# ASSIGNMENT:
Pull each line holding "toPath" out of the entries below.

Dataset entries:
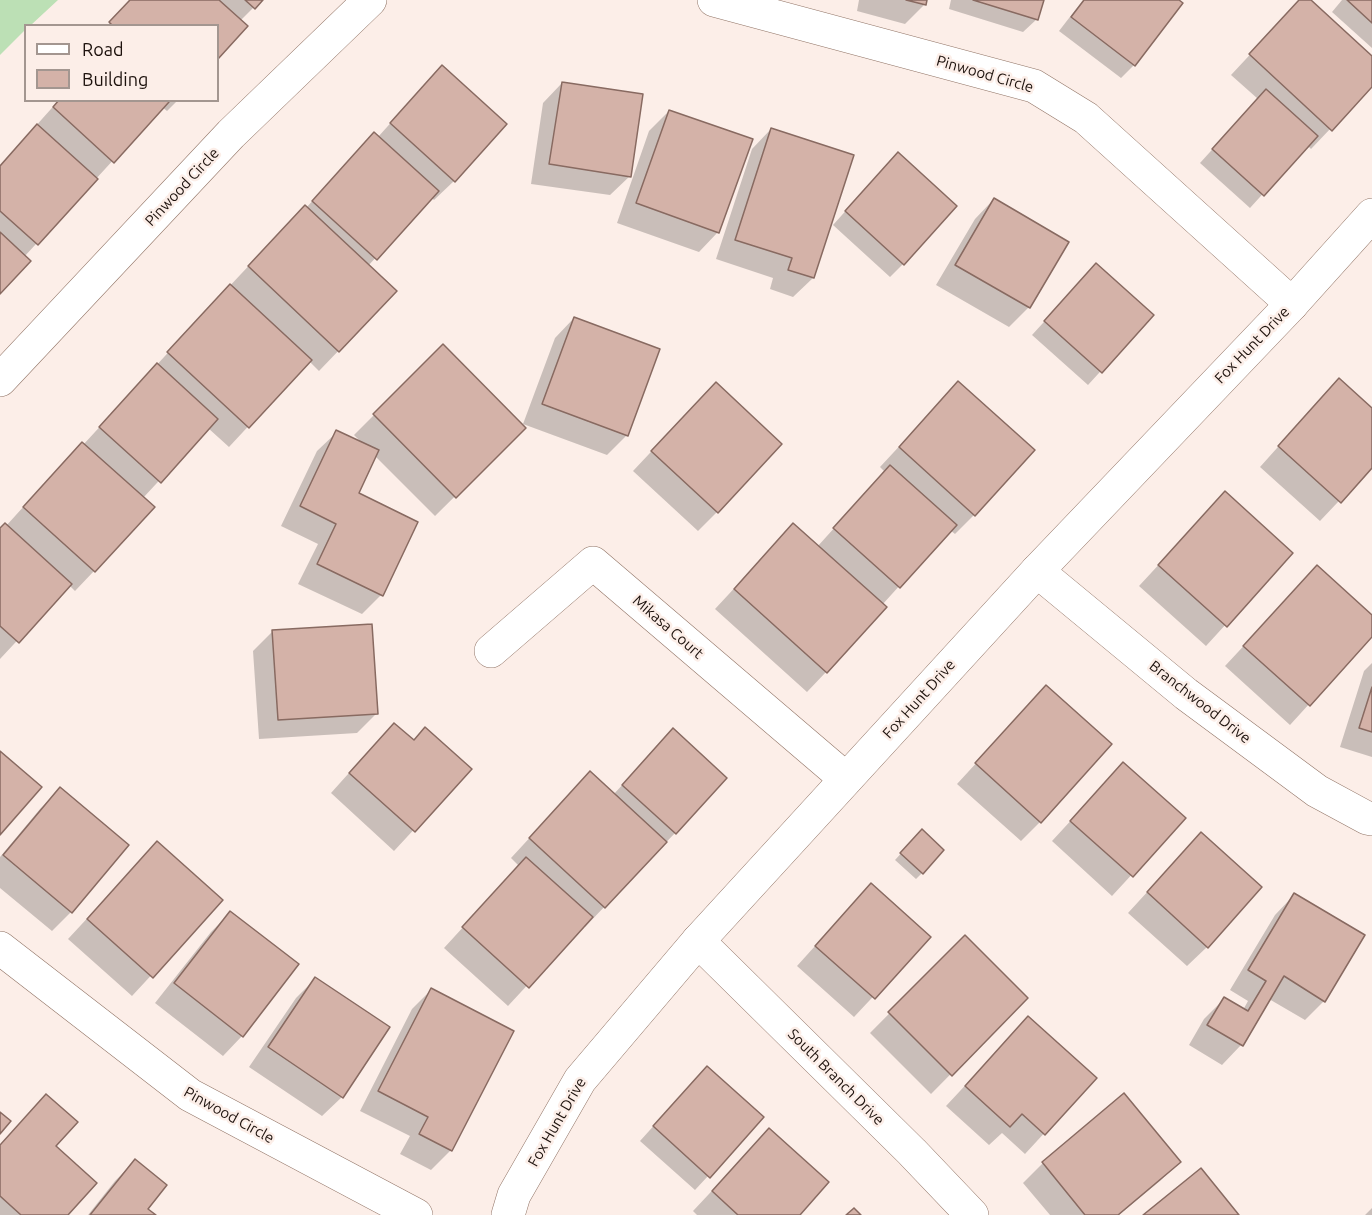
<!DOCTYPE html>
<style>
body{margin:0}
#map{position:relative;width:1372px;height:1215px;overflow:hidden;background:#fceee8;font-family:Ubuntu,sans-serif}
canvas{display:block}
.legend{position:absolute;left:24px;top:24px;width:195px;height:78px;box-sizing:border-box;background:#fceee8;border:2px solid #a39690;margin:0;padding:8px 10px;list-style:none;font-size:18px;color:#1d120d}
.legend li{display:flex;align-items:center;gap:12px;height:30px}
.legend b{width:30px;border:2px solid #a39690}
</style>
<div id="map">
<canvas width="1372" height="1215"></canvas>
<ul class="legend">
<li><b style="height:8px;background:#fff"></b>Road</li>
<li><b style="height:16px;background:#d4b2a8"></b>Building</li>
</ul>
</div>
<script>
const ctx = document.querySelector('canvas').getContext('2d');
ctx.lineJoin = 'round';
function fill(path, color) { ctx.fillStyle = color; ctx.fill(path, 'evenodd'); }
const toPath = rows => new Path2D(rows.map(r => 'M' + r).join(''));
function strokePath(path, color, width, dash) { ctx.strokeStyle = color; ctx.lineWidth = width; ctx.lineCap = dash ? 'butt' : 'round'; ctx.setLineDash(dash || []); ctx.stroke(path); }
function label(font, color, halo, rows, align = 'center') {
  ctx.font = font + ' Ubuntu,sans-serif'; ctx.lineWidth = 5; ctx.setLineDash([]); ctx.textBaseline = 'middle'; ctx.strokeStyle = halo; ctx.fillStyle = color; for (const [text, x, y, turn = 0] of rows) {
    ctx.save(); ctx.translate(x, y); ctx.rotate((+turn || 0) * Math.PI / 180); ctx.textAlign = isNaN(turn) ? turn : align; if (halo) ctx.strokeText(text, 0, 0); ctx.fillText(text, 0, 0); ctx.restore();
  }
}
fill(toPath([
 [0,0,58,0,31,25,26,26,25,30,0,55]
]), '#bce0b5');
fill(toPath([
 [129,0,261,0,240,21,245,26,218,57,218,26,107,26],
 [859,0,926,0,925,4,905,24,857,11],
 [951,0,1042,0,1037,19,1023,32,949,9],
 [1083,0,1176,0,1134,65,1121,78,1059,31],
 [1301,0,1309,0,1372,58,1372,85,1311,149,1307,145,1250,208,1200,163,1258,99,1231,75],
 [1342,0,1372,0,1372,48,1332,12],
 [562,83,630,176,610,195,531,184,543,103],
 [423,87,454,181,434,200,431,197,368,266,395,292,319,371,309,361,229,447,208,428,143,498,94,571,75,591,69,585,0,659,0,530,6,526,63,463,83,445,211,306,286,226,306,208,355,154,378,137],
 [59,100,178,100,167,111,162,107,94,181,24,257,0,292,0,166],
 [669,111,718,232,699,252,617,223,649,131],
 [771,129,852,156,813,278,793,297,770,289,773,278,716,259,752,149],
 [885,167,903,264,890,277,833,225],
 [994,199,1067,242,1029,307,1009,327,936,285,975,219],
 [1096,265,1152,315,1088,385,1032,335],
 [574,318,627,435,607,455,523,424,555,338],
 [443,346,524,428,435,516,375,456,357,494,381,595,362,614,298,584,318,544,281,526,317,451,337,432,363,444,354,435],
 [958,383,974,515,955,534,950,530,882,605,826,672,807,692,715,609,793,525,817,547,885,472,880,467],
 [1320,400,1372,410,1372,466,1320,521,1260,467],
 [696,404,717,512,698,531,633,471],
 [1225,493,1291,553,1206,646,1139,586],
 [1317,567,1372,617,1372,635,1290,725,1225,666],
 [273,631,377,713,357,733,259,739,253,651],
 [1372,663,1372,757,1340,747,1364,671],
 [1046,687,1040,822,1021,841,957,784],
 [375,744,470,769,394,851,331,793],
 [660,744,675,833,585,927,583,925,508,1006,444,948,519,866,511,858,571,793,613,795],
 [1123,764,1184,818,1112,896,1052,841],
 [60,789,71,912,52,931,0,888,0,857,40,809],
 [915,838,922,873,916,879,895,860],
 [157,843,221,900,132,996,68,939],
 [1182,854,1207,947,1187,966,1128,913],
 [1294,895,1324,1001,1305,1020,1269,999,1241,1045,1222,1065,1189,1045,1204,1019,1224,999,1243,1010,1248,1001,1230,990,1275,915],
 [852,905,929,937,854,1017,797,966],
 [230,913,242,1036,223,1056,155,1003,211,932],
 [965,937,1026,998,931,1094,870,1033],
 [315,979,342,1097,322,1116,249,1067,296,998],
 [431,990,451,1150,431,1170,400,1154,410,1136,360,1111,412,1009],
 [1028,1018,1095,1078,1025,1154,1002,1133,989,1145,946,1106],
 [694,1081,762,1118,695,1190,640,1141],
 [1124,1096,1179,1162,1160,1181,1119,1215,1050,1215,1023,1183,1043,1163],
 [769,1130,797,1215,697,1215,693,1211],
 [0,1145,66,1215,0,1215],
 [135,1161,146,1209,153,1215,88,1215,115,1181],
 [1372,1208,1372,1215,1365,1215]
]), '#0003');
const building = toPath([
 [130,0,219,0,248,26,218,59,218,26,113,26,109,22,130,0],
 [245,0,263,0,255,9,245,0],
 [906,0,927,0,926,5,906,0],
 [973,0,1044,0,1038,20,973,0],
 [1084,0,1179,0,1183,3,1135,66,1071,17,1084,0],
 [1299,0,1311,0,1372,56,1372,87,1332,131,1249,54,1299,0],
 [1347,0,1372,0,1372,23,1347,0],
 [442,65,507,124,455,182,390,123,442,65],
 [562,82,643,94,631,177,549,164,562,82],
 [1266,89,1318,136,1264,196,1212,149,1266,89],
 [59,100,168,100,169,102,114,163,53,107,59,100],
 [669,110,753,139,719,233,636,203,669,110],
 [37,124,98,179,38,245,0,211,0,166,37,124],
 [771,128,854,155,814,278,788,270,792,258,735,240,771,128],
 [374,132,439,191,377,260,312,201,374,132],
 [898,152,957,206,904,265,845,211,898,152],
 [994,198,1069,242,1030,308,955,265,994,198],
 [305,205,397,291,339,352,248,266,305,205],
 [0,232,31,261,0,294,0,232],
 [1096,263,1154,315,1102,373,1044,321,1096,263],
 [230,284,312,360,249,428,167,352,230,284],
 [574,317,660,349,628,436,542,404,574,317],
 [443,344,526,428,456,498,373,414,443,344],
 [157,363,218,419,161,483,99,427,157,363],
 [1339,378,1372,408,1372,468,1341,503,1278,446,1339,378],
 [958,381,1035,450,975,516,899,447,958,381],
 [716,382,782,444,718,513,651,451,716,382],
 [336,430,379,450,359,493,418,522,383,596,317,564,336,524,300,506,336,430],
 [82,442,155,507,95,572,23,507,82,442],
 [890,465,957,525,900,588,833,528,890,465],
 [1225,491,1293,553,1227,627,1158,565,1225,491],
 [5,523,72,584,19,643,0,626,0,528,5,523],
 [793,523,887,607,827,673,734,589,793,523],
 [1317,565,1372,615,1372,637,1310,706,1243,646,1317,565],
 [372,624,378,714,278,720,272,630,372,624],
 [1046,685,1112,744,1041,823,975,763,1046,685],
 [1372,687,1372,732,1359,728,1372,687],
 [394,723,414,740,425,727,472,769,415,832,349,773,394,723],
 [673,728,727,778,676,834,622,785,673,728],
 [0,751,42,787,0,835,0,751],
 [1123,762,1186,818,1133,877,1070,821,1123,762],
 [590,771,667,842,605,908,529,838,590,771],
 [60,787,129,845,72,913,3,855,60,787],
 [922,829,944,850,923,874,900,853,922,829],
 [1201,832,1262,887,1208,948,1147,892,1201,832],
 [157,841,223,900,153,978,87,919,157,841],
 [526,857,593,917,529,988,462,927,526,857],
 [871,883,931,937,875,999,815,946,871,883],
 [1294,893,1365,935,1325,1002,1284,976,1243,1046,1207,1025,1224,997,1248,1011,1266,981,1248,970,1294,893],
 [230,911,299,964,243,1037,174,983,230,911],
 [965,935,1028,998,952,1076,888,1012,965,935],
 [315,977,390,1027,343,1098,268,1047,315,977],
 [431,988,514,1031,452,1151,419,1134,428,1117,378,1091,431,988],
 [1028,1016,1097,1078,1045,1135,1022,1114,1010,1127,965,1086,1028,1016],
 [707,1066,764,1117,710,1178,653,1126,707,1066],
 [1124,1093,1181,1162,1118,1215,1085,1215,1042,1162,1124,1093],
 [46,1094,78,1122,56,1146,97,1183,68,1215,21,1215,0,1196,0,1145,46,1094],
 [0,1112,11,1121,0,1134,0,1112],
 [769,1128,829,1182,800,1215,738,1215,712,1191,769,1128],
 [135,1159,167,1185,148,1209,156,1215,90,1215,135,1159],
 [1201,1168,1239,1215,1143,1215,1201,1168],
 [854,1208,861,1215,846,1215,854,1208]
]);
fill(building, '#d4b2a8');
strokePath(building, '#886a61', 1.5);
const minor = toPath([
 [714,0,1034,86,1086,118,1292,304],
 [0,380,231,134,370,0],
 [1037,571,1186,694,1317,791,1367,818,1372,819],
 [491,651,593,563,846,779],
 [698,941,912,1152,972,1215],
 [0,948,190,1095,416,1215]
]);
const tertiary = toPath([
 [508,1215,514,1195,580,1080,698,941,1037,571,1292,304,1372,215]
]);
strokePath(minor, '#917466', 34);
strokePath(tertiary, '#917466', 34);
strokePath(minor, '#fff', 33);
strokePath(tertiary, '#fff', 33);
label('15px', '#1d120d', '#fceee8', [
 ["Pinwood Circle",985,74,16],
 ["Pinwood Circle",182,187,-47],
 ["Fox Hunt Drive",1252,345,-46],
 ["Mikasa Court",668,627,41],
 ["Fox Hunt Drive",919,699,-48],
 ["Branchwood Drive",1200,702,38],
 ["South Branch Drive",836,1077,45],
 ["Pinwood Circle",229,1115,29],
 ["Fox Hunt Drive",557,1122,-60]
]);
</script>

# THE ANSWER:
const toPath = rows => new Path2D(rows.map(r => 'M' + r).join(''));
fill(toPath([
fill(toPath([
const building = toPath([
const minor = toPath([
const tertiary = toPath([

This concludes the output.